The misrepresentation must be about the details of a policy, not the facts giving rise to a claim for coverage. One Way does not allege that Mattoni made misrepresentations about the details of the Policy.
One Way cannot recover against Mattoni under § 541.060(a)(2)(A). As case law explains, 541.060(a)(2), which prohibits failing to attempt in good faith to effectuate a prompt, fair, and equitable settlement of claims where the insurer’s liability is reasonably clear . . . forces insurance companies to pay a claim when the evidence is reasonably clear. An adjuster cannot be held liable under this section because, as an adjuster, he does not have settlement authority on behalf of the insurer. His sole role is to assess the damage.
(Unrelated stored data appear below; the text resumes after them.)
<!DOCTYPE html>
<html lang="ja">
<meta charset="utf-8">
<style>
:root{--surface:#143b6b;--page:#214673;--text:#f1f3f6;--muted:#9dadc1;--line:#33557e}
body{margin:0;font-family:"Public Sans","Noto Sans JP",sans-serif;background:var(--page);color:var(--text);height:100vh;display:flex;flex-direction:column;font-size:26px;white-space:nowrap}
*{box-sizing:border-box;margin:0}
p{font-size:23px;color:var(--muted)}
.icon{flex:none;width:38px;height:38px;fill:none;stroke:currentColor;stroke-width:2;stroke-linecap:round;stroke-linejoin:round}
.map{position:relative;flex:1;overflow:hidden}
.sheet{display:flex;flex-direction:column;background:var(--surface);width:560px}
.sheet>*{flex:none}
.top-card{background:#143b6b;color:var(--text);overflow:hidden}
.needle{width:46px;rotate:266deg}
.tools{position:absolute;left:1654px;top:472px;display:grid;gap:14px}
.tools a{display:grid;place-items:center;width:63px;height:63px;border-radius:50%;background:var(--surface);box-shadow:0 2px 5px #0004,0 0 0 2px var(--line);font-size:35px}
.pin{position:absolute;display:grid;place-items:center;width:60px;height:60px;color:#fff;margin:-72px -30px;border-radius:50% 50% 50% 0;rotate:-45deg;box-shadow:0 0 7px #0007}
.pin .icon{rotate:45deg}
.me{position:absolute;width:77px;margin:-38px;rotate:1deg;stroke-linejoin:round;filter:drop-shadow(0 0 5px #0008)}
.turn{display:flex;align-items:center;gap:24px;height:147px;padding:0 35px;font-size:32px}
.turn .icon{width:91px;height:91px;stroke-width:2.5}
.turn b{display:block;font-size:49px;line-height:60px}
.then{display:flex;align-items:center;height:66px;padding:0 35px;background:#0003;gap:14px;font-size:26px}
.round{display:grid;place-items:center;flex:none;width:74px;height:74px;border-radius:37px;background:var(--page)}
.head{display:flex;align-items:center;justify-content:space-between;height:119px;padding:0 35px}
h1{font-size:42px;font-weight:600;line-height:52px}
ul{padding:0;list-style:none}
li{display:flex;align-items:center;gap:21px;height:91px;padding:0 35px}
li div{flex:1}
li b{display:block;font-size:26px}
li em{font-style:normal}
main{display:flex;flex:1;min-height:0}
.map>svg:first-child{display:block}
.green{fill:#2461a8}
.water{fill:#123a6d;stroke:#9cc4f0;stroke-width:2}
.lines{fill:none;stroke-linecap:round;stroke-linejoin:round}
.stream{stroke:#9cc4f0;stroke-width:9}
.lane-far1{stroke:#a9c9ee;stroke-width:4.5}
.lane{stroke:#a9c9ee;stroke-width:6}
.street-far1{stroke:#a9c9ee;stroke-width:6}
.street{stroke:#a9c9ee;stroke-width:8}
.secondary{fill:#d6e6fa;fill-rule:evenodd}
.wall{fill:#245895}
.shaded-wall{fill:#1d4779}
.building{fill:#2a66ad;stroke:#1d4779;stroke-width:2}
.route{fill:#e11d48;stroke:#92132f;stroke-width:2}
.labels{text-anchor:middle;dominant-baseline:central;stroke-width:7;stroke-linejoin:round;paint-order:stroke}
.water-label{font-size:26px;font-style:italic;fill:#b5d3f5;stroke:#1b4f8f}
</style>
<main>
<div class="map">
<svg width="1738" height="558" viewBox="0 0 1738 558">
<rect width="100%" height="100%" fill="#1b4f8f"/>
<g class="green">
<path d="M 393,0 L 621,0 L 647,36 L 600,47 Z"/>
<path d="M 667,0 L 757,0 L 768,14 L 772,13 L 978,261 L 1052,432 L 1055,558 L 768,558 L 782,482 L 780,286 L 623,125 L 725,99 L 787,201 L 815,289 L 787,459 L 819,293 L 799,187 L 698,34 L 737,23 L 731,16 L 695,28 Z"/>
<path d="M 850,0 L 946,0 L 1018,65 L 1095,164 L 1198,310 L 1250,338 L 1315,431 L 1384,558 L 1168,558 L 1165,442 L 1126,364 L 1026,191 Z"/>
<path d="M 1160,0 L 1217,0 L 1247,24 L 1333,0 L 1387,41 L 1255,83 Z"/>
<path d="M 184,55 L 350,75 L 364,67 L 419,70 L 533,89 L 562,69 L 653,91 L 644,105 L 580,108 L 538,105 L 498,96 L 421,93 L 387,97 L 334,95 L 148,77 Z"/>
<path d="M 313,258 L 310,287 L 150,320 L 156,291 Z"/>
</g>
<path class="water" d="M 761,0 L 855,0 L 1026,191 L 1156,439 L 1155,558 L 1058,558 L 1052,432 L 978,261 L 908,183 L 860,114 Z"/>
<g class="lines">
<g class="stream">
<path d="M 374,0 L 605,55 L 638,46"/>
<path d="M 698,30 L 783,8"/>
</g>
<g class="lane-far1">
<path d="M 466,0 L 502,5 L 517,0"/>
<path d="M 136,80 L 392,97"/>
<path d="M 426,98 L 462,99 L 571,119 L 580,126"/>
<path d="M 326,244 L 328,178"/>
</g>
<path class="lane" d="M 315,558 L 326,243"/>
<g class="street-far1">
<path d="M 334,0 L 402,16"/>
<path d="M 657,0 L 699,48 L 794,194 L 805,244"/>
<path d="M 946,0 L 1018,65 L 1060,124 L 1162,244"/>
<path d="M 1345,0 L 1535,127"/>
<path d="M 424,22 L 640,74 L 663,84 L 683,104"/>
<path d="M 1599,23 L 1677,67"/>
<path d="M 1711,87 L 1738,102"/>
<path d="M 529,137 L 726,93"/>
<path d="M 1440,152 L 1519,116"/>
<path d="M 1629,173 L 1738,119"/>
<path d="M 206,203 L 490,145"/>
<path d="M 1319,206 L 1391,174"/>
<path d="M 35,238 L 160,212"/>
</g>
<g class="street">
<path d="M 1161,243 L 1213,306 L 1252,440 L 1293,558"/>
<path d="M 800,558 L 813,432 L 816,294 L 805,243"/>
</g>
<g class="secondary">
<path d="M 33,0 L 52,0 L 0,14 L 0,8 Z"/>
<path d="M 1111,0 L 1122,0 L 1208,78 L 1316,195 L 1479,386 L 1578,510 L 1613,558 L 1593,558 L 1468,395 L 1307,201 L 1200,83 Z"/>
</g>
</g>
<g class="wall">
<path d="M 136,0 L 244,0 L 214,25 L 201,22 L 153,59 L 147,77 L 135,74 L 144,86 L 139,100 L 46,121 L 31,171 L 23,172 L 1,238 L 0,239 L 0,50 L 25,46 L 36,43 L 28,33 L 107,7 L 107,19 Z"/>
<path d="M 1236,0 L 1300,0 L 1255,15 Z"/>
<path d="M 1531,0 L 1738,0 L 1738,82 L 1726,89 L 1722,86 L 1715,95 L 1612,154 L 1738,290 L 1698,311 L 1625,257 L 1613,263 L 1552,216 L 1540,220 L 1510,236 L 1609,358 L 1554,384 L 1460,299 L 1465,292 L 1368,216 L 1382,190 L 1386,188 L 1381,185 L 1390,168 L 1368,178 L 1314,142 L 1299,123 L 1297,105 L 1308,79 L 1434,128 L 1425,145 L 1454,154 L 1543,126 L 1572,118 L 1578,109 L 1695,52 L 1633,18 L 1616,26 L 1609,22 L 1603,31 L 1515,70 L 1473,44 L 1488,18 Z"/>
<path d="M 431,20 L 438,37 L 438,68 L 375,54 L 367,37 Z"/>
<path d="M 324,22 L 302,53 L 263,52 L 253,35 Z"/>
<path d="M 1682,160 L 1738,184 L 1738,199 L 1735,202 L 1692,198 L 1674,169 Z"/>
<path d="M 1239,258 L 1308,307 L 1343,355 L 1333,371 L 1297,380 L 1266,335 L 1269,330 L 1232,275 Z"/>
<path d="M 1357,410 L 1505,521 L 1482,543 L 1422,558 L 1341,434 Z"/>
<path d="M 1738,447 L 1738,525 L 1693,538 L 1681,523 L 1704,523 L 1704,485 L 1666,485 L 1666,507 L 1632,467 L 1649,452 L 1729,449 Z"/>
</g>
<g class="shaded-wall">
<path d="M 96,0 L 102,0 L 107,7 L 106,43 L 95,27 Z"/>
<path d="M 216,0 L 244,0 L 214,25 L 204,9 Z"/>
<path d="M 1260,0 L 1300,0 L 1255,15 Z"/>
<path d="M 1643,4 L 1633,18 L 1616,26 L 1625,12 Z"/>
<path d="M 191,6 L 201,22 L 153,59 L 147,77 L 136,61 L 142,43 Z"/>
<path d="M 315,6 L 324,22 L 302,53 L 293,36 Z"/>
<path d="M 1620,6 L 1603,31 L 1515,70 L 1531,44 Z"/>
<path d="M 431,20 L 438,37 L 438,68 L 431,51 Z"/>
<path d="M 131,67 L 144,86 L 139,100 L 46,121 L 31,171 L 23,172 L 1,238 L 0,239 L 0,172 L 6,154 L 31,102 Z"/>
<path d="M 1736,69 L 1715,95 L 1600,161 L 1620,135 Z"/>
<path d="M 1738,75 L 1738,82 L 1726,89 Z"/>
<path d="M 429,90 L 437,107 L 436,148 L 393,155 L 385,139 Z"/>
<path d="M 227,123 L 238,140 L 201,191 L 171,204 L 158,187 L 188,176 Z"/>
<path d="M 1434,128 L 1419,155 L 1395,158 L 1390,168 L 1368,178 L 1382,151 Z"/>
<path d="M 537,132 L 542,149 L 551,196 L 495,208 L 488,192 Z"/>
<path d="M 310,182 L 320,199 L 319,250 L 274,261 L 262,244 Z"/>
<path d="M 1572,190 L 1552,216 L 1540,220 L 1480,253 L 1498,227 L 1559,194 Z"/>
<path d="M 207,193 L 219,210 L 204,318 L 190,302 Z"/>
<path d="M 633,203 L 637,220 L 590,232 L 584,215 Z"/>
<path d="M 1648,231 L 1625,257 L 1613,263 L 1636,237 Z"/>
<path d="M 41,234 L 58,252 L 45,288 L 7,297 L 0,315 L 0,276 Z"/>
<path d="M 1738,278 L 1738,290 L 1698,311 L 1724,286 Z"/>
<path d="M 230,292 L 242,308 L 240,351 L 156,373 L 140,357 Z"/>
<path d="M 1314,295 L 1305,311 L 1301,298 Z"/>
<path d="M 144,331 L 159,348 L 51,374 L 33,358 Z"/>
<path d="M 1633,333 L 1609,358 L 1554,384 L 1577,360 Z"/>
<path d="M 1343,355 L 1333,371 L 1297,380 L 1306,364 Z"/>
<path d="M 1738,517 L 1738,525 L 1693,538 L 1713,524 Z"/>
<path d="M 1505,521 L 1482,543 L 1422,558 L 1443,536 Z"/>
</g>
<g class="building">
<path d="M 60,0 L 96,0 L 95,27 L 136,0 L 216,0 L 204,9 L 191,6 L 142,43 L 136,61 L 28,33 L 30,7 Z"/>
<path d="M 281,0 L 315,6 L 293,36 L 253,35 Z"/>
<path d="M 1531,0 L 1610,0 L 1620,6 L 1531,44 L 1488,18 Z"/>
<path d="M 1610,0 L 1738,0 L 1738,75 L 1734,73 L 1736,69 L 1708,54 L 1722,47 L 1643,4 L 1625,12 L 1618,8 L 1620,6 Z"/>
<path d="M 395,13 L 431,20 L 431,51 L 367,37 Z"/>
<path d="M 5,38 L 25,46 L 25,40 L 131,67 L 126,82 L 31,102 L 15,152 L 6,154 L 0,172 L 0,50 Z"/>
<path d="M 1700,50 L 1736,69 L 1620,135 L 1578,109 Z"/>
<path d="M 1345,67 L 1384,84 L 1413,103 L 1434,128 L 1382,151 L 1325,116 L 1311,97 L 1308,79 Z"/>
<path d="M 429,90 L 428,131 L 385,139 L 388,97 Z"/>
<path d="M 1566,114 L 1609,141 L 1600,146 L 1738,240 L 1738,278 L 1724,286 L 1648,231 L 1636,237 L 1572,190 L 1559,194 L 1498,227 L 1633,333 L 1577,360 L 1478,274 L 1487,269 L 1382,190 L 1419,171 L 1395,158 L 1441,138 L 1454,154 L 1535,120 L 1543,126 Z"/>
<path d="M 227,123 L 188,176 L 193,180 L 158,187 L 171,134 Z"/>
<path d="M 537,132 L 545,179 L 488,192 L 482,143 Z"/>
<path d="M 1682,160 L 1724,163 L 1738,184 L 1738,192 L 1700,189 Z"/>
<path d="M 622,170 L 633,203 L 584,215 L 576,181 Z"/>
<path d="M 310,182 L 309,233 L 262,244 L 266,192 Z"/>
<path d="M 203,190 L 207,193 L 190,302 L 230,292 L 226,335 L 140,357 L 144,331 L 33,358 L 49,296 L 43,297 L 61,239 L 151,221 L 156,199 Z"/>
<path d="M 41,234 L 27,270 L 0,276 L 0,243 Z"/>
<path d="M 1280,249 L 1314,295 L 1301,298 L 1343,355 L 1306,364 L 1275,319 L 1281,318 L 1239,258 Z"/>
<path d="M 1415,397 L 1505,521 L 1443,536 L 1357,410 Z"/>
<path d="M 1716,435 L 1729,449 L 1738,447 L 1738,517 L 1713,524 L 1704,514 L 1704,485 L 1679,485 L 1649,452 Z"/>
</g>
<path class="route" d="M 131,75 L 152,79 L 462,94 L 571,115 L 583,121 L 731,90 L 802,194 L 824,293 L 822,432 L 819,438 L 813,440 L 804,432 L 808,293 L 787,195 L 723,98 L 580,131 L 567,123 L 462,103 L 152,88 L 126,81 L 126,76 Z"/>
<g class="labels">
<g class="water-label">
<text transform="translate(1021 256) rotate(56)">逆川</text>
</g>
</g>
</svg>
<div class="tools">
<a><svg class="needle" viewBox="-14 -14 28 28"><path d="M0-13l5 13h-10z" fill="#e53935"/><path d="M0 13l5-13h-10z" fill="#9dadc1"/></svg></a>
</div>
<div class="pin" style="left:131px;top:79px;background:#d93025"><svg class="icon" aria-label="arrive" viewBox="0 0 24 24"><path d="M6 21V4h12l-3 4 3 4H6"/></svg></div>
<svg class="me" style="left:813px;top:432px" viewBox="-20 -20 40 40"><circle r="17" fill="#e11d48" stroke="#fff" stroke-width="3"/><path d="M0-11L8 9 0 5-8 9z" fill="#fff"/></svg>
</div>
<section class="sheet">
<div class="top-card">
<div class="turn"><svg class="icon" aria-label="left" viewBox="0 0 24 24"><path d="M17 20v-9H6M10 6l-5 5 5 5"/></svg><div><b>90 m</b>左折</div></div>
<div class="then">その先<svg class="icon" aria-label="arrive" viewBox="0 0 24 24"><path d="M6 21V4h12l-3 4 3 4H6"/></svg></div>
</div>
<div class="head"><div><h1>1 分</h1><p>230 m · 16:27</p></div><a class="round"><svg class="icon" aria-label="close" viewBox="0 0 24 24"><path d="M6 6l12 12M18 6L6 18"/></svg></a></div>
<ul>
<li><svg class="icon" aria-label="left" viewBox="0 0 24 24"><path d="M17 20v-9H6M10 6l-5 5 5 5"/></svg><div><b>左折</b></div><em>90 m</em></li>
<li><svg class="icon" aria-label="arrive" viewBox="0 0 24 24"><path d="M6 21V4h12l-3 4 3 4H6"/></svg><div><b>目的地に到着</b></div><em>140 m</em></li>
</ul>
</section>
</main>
Finally, One Way cannot recover against Mattoni under 541.060(a)(4)(A), which provides that it is an unfair settlement practice to fail[ within a reasonable time to . . . affirm or deny coverage of a claim to a policyholder. The court has located no case under 541.060(a)(4)(A) or its predecessor statute indicating that it applies to adjusters. Cases that discuss this section refer to the obligations of insurers.